Alumni Engagement Propels Okanagan Campus to New Goals

A lifelong relationship started with an acceptance letter from the University of British Columbia. Alumnus Ross Langford began his UBC journey as a student, a journey culminating in his role as cabinet chair of the start an evolution campaign for the Okanagan campus — one of the largest fundraising initiatives in university history. Langford and the volunteer cabinet are helping to raise $100 million for student learning, research innovation and community engagement initiatives.

“Our campaign is unlike any other previously seen in Canada,” says Langford. “Our dual goal is to raise funds for the University, and also to raise energy in the form of alumni engagement and personal involvement in our broader community.”
Personal involvement is essential to Langford, a partner at the law firm of Farris, Vaughn, Wills & Murphy LLP, who believes that volunteering brings success to the whole community. Invested in UBC’s growth in the Okanagan Valley, Langford is proud of his UBC heritage and is using it to help direct the vision of UBC’s future in the Okanagan.

Being an alumnus means more than a degree— for Langford, it’s a commitment to engage with the University and the community.
“People who’ve had the UBC experience feel good about that experience,” he says. “These alumni are passionate champions for UBC and are the best advocates for continued growth.”

Langford is one such alumnus who fondly remembers his UBC days.

“You live with a community of like-minded individuals all learning to be independent. UBC was a really dynamic place.”

He recalls—maybe not too fondly— cold and wet, early morning rowing practices on Burnaby Lake during his years at UBC. Heavily involved in intramural sports, this included Langford and his rowing crew teammates winning “Storm the Wall,” UBC’s most iconic rec activity. In his view, participating in campus activities enriches the culture of the campus for students and faculty.

Langford felt a desire to help a local campus with an international reputation, right from the beginning — when the Okanagan campus opened in 2005. Limitless opportunities exist for alumni to engage with the Okanagan campus and support initiatives from their own UBC experience.

Langford, a former athlete, and his firm backed from its inception in 2006 the varsity Athletics Scholarship Breakfast, a key fundraiser that supports  scholarships and bursaries for student-athletes. His involvement with the campus increased when his law firm established the Farris, Vaughn, Wills & Murphy LLP Award in Legal Studies for a student entering law.

Now a leader in the start an evolution campaign, Langford supports this founding campaign which he sees as paramount in impacting generations of UBC students.
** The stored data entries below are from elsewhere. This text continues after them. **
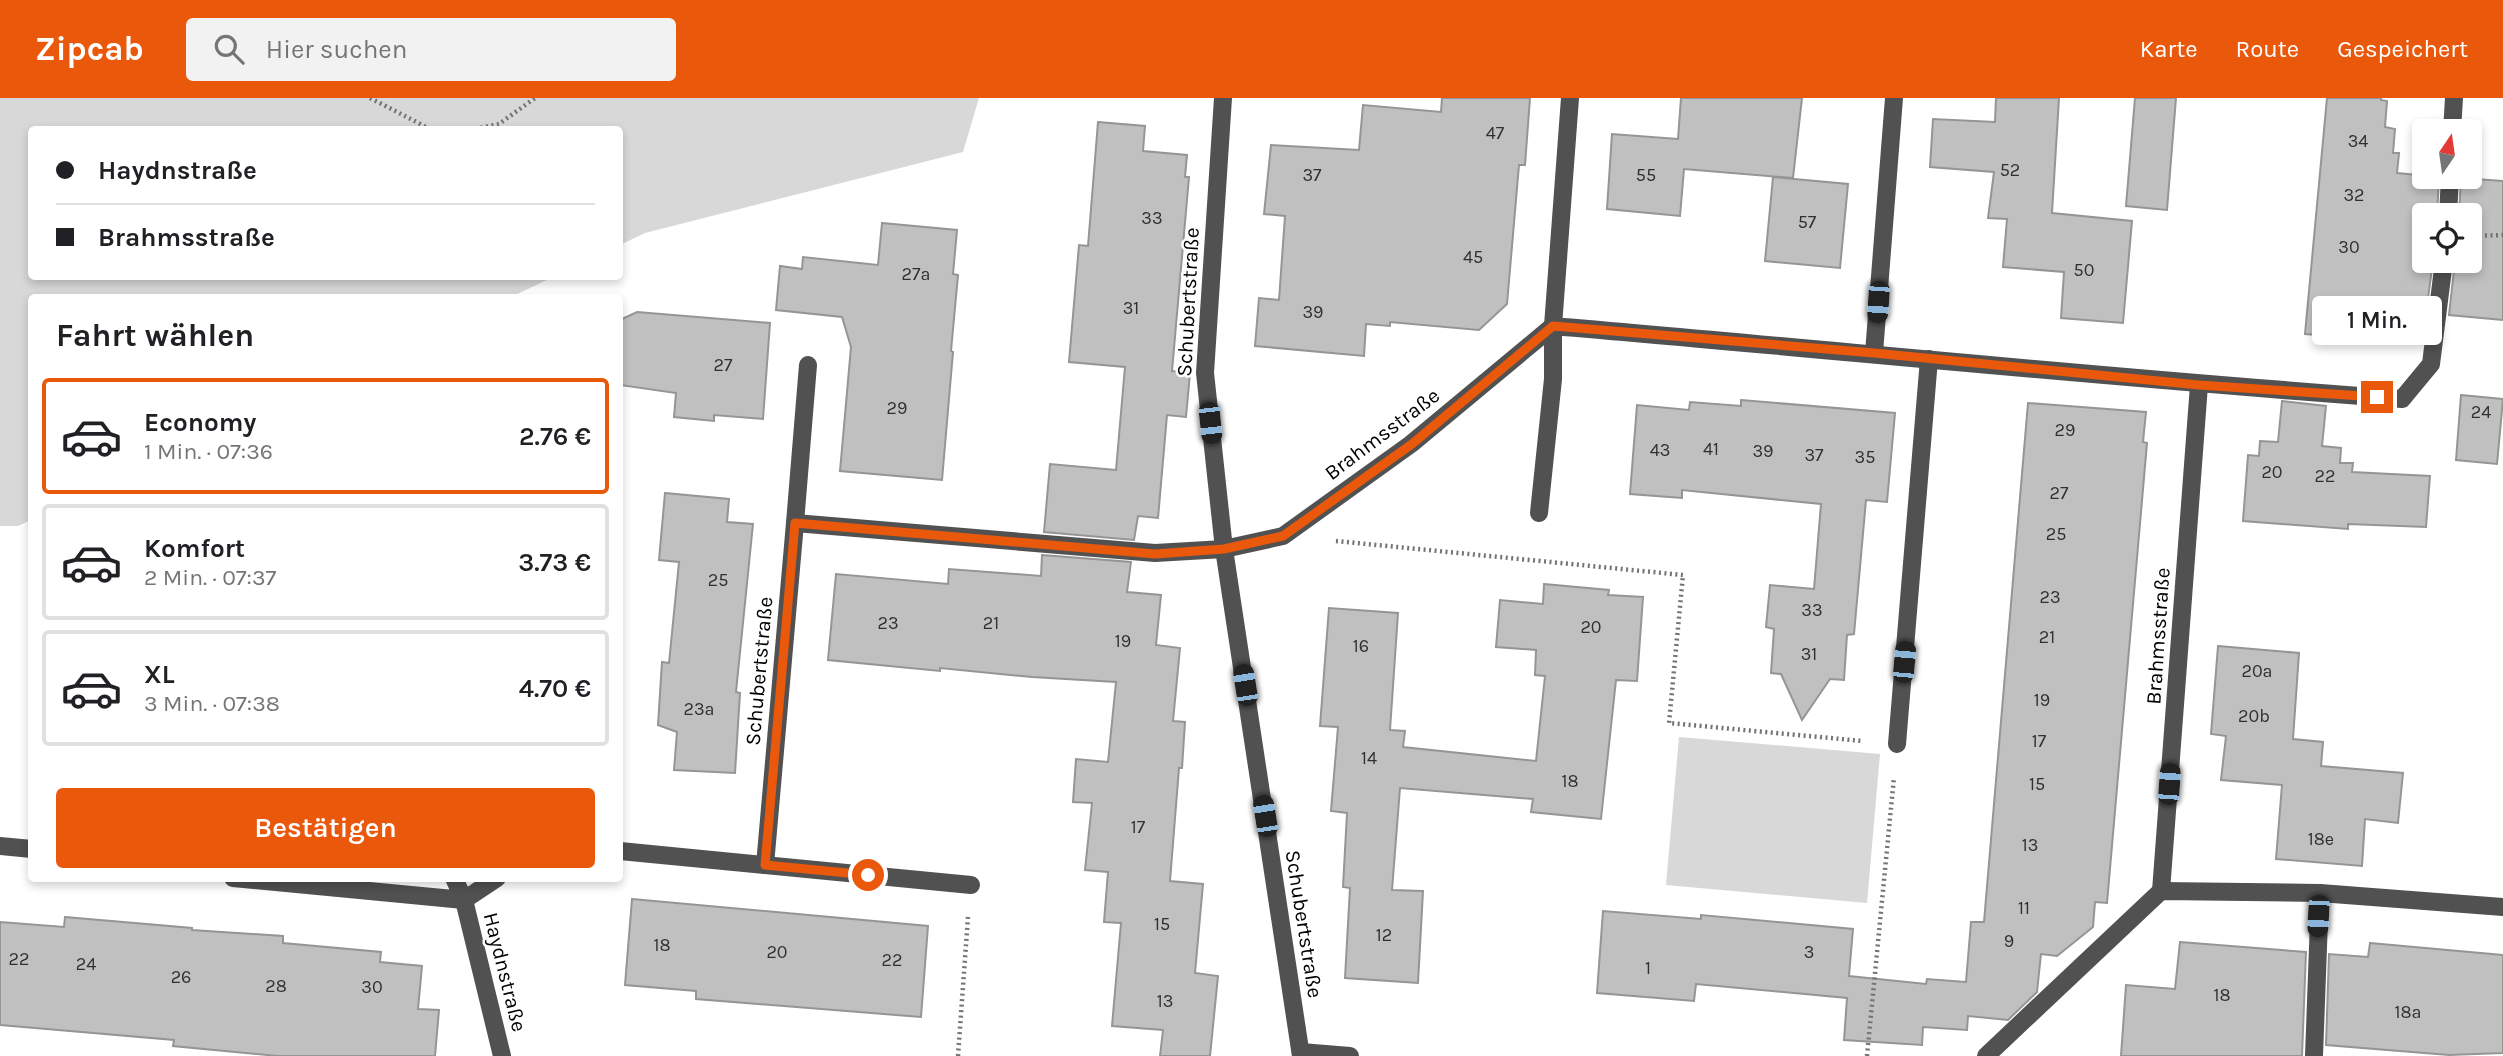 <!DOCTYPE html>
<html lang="de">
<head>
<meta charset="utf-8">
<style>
  :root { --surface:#fff; --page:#f2f2f2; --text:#202124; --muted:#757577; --line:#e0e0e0; --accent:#ea580c }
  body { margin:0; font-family:Karla,sans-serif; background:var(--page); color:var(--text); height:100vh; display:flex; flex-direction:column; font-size:26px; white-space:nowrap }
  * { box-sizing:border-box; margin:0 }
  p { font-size:23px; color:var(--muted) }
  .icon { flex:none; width:38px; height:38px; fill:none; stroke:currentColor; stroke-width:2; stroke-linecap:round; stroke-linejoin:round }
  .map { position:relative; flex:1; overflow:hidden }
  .sheet { position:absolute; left:28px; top:196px; width:595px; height:588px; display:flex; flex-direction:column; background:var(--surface); border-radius:7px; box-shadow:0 4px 10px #0003 }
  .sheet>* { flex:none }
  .hud { position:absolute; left:28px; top:28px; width:595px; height:154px; border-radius:7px; box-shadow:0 4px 10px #0003; display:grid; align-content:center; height:154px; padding:0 28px; background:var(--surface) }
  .needle { width:46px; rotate:13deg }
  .fabs { position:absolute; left:2412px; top:21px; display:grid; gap:14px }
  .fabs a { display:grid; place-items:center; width:70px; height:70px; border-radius:7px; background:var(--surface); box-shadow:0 4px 10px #0003; font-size:35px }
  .end { position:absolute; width:32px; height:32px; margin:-16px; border:9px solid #ea580c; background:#fff; box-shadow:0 0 0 4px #fff }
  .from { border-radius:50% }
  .bubble { position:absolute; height:49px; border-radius:7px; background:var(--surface); box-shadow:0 4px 10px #0003; font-size:23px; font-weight:600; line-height:49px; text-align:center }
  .car { position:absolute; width:21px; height:42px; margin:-21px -10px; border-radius:9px; box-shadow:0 0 5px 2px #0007; background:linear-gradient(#222 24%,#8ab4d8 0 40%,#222 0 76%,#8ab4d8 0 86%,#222 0) }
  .hud b { display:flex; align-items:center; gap:24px; height:66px; font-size:26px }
  .hud b+b { border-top:2px solid var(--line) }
  .hud i { width:18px; height:18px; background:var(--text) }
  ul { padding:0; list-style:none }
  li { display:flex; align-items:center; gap:21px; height:116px; margin:0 14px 10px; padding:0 14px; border:4px solid var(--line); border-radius:7px }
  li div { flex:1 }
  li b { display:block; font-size:26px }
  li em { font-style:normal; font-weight:600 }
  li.current { border-color:var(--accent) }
  li>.icon { width:63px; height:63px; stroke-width:1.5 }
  h2 { padding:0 28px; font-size:32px; line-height:84px }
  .primary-button { display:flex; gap:14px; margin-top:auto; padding:14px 28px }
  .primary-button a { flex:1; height:80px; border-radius:7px; background:var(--accent); color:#fff; font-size:28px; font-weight:600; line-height:80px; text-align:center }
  header { display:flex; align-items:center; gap:42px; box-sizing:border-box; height:98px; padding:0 35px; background:var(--accent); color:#fff }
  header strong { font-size:33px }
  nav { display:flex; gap:38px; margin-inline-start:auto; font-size:24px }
  .search { width:490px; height:63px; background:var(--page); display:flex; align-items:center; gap:18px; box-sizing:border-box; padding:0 24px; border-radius:7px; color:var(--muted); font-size:26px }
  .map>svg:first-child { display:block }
  .green { fill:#d8d8d8 }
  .building { fill:#c0c0c0; stroke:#959595; stroke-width:2 }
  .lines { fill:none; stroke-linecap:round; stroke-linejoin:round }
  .path { stroke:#737373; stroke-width:4.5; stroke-dasharray:2 3.5; stroke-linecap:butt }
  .minor { stroke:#515151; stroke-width:18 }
  .route { stroke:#ea580c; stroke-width:9 }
  .labels { text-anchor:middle; stroke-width:5; stroke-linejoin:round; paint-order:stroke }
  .number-label { font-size:18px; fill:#303030 }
  .street-label { font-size:21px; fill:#000; stroke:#fff }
</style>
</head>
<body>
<header>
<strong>Zipcab</strong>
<div class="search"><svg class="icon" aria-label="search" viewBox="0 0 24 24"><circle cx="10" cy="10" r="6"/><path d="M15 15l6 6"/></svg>Hier suchen</div>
<nav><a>Karte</a><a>Route</a><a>Gespeichert</a></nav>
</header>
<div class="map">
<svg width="2503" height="958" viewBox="0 0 2503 958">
  <rect width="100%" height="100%" fill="#fff"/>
  <g class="green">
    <polygon points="0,0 979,0 963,54 645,135 620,147 620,32 32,32 32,178 553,179 509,200 32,200 31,422 18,428 0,428"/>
    <polygon points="1679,639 1880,656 1867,805 1666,787"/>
  </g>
  <g class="building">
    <polygon points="1442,0 1530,0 1525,67 1519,67 1507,206 1479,232 1390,224 1390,228 1366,226 1364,258 1255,248 1259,200 1279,202 1285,118 1264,116 1271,47 1359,52 1363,7 1441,14"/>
    <polygon points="1681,0 1802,0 1793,80 1684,71 1680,118 1607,111 1612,36 1678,41"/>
    <polygon points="1996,0 2059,0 2052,115 2132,123 2123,225 2061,220 2064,174 2003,169 2007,121 1988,120 1994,74 1930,69 1933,21 1995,24"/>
    <polygon points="2135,0 2176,0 2167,112 2126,108"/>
    <polygon points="2327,0 2381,0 2381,2 2387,3 2385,29 2395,31 2393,55 2399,55 2397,75 2439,79 2437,117 2424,117 2424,163 2433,163 2426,215 2388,213 2386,242 2305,236"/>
    <polygon points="1098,24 1145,28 1143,53 1187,57 1185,79 1189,79 1172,273 1190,275 1186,319 1167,317 1158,420 1138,418 1134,442 1044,434 1050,366 1116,372 1125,269 1069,264 1079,147 1088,148"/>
    <polygon points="1773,79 1848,86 1840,170 1765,163"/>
    <polygon points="2461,80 2503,83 2503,222 2449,217 2455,163 2469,163 2469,117 2459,117"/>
    <polygon points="882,125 957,132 953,176 958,177 951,253 953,254 942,382 840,373 851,249 842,219 776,212 780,168 802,171 803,159 878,167"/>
    <polygon points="637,214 770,225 763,321 714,317 714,323 674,319 676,295 620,287 620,222"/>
    <polygon points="2461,297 2503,301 2497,366 2456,362"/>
    <polygon points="1741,302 1895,315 1887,404 1866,402 1854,536 1847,537 1844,582 1830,581 1802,622 1781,576 1771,575 1774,531 1766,529 1770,487 1814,491 1821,406 1682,392 1682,400 1630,396 1637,307 1689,312 1690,304 1741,308"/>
    <polygon points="2282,303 2326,308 2322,348 2341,350 2340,365 2353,365 2352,374 2430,378 2426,429 2348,426 2348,431 2243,423 2248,357 2259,358 2260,343 2278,344"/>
    <polygon points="2028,305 2146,314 2143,344 2147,345 2107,805 2095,804 2093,829 2057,858 2041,856 2037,894 2008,922 1968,918 1967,932 1923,929 1922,947 1844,942 1847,900 1696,886 1694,903 1597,895 1603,813 1701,821 1701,817 1853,831 1849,878 1926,886 1927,881 1966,884 1971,824 1984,824"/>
    <polygon points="665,395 729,401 727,424 753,426 736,594 740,595 735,675 674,672 677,634 658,627 662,564 669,565 679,464 659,462"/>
    <polygon points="1042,457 1131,464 1127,494 1161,497 1156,547 1180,550 1173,623 1185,624 1182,670 1179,670 1170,783 1203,786 1195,875 1218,878 1210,958 1160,958 1163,932 1112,928 1121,825 1104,824 1108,774 1085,772 1092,705 1073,704 1076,661 1108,664 1116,584 1032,579 940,570 940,573 828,562 836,476 948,486 949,471 1041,478"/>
    <polygon points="1544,486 1609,492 1608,497 1643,499 1637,583 1616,582 1601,721 1531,714 1533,701 1400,690 1392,792 1423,793 1418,885 1345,880 1350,790 1343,789 1347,715 1331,713 1338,629 1320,628 1329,510 1398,515 1390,632 1405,633 1403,649 1536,663 1545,578 1535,577 1536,552 1496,549 1500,502 1543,506"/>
    <polygon points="2218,548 2299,555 2293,641 2323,644 2321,668 2403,675 2398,725 2365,721 2362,768 2276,761 2282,687 2221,682 2226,638 2211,636"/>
    <polygon points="632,801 928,828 921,919 696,901 696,893 625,887"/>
    <polygon points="65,819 192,830 192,832 283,838 283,845 381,854 380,864 422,868 418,911 439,912 435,958 278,958 173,948 174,942 0,927 0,824 64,829"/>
    <polygon points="2180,844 2306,854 2302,958 2121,958 2126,887 2175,891"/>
    <polygon points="2370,845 2503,857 2503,955 2449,957 2326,947 2329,856 2368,859"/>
  </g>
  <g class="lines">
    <g class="path">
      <polyline points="370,0 432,32"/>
      <polyline points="470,32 499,26 535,0"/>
      <polyline points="2474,138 2503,137"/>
      <polyline points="1336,443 1683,477 1669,625 1862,643"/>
      <polyline points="958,958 968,819"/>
      <polyline points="1867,958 1894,679"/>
    </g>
    <g class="minor">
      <polyline points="1223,0 1205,275 1224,451 1301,958"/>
      <polyline points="2452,33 2454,0"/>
      <polyline points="2448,117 2450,79"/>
      <polyline points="1874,255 1894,0"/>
      <polyline points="1539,415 1553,281 1553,228 1570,0"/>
      <polyline points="795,425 808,267"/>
      <polyline points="1897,646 1929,261"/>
      <polyline points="0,748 32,751"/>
      <polyline points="620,753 971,787"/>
      <path d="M765,767l30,-342 360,30 69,-4 59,-13 128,-92 142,-118c283,24 566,53 849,73l29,-35 13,-103"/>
      <polyline points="233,780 464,802 454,780"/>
      <polyline points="497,780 464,802 502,958"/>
      <polyline points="2161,793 2199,287"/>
      <polyline points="1301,954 1350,958"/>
      <polyline points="1986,958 2161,793 2320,795 2503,809"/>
      <polyline points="2314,958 2320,795"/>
    </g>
  </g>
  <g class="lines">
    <polyline class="route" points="868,777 765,767 795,425 1155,456 1224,451 1283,438 1412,346 1553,228 1874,255 2199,287 2377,299"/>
  </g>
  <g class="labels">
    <g class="number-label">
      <text x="1495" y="41">47</text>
      <text x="2358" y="49">34</text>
      <text x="2010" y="78">52</text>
      <text x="1312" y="83">37</text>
      <text x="1646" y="83">55</text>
      <text x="2354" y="103">32</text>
      <text x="1152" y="126">33</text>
      <text x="1807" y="130">57</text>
      <text x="2349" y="155">30</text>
      <text x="1473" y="165">45</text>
      <text x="2084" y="178">50</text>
      <text x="916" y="182">27a</text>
      <text x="1131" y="216">31</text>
      <text x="1313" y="220">39</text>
      <text x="723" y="273">27</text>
      <text x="897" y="316">29</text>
      <text x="2481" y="320">24</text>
      <text x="2065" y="338">29</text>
      <text x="1711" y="357">41</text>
      <text x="1660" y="358">43</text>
      <text x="1763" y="359">39</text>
      <text x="1814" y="363">37</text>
      <text x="1865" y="365">35</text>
      <text x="2272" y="380">20</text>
      <text x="2325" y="384">22</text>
      <text x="2059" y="401">27</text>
      <text x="2056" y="442">25</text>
      <text x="718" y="488">25</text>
      <text x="2050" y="505">23</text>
      <text x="1812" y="518">33</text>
      <text x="888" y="531">23</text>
      <text x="991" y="531">21</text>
      <text x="1591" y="535">20</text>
      <text x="2047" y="545">21</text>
      <text x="1123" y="549">19</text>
      <text x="1361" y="554">16</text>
      <text x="1809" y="562">31</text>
      <text x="2257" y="579">20a</text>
      <text x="2042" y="608">19</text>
      <text x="699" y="617">23a</text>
      <text x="2254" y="624">20b</text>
      <text x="2039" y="649">17</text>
      <text x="1369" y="666">14</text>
      <text x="1570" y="689">18</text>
      <text x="2037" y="692">15</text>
      <text x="1138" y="735">17</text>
      <text x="2321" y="747">18e</text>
      <text x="2030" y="753">13</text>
      <text x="2024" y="816">11</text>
      <text x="1162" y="832">15</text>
      <text x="1384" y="843">12</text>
      <text x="2009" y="849">9</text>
      <text x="662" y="853">18</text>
      <text x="777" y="860">20</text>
      <text x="1809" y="860">3</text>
      <text x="19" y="867">22</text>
      <text x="892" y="868">22</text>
      <text x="86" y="872">24</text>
      <text x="1648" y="876">1</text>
      <text x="181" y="885">26</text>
      <text x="276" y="894">28</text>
      <text x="372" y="895">30</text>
      <text x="2222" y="903">18</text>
      <text x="1165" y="909">13</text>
      <text x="2408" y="920">18a</text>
    </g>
    <g class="street-label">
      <text transform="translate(1188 204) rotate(-87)" y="7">Schubertstraße</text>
      <text transform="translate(1382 336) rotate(-37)" y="7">Brahmsstraße</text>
      <text transform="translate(2158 538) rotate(-86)" y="7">Brahmsstraße</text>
      <text transform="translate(759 573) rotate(-85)" y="7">Schubertstraße</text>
      <text transform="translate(1304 826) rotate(81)" y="7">Schubertstraße</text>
      <text transform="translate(505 874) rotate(76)" y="7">Haydnstraße</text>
    </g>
  </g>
</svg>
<div class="fabs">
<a><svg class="needle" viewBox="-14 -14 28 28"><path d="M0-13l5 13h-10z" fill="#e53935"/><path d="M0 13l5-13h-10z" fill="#757577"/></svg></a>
<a><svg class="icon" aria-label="locate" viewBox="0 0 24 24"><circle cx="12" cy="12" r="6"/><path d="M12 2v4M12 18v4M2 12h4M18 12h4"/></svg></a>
</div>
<i class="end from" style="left:868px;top:777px"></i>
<i class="end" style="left:2377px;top:299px"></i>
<div class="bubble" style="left:2312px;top:198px;width:130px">1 Min.</div>
<i class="car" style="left:1878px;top:204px;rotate:184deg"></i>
<i class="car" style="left:1210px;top:325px;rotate:174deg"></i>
<i class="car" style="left:1904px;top:564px;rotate:5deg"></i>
<i class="car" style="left:1245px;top:587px;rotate:351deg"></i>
<i class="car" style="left:2169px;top:686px;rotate:4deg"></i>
<i class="car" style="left:1265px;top:718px;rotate:351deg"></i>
<i class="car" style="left:2318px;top:818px;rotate:183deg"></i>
<div class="hud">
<b><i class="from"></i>Haydnstraße</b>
<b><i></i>Brahmsstraße</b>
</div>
<section class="sheet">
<h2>Fahrt wählen</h2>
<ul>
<li class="current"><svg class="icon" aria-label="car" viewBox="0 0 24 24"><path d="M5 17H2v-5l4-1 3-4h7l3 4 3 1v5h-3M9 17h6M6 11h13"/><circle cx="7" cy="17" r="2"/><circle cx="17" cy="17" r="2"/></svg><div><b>Economy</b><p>1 Min. · 07:36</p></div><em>2.76 €</em></li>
<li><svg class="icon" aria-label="car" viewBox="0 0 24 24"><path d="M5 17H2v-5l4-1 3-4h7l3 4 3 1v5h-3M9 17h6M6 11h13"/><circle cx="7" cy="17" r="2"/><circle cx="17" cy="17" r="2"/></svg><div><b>Komfort</b><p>2 Min. · 07:37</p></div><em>3.73 €</em></li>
<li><svg class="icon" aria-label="car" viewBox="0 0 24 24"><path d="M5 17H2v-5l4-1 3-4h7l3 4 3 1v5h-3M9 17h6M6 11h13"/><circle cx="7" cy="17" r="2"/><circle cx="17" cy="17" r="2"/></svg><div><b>XL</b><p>3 Min. · 07:38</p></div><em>4.70 €</em></li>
</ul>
<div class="primary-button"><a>Bestätigen</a></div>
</section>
</div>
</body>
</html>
Langford says he hopes the campaign will be a bridge to alumni who have graduated from Point Grey, alumni who now have diverse opportunities to engage with their Point Grey alma mater, but at a campus in the community in which they live. These alumni will also have an opportunity to transfer the sense of UBC heritage to the new Okanagan alumni so the new alumni understand they belong to an interconnected community.

A UBC education makes Langford feel privileged and indebted to the community that gave him opportunities.

“It is incumbent on anyone with talents and opportunity, to make the community better,” says Langford. This commitment, in his view, will secure the long-term success of UBC’s Okanagan campus and its ability to make a difference in local communities.

“Together,” says Langford, “these elements will create a momentum to carry UBC’s Okanagan campus far beyond the end of this campaign, into a stronger, brighter future for the campus and for the Okanagan Valley, and their ability to influence the world we live in.”

As alumni, everyone’s UBC experience starts with a letter, but getting involved with the University continues and deepens that experience with limitless impact.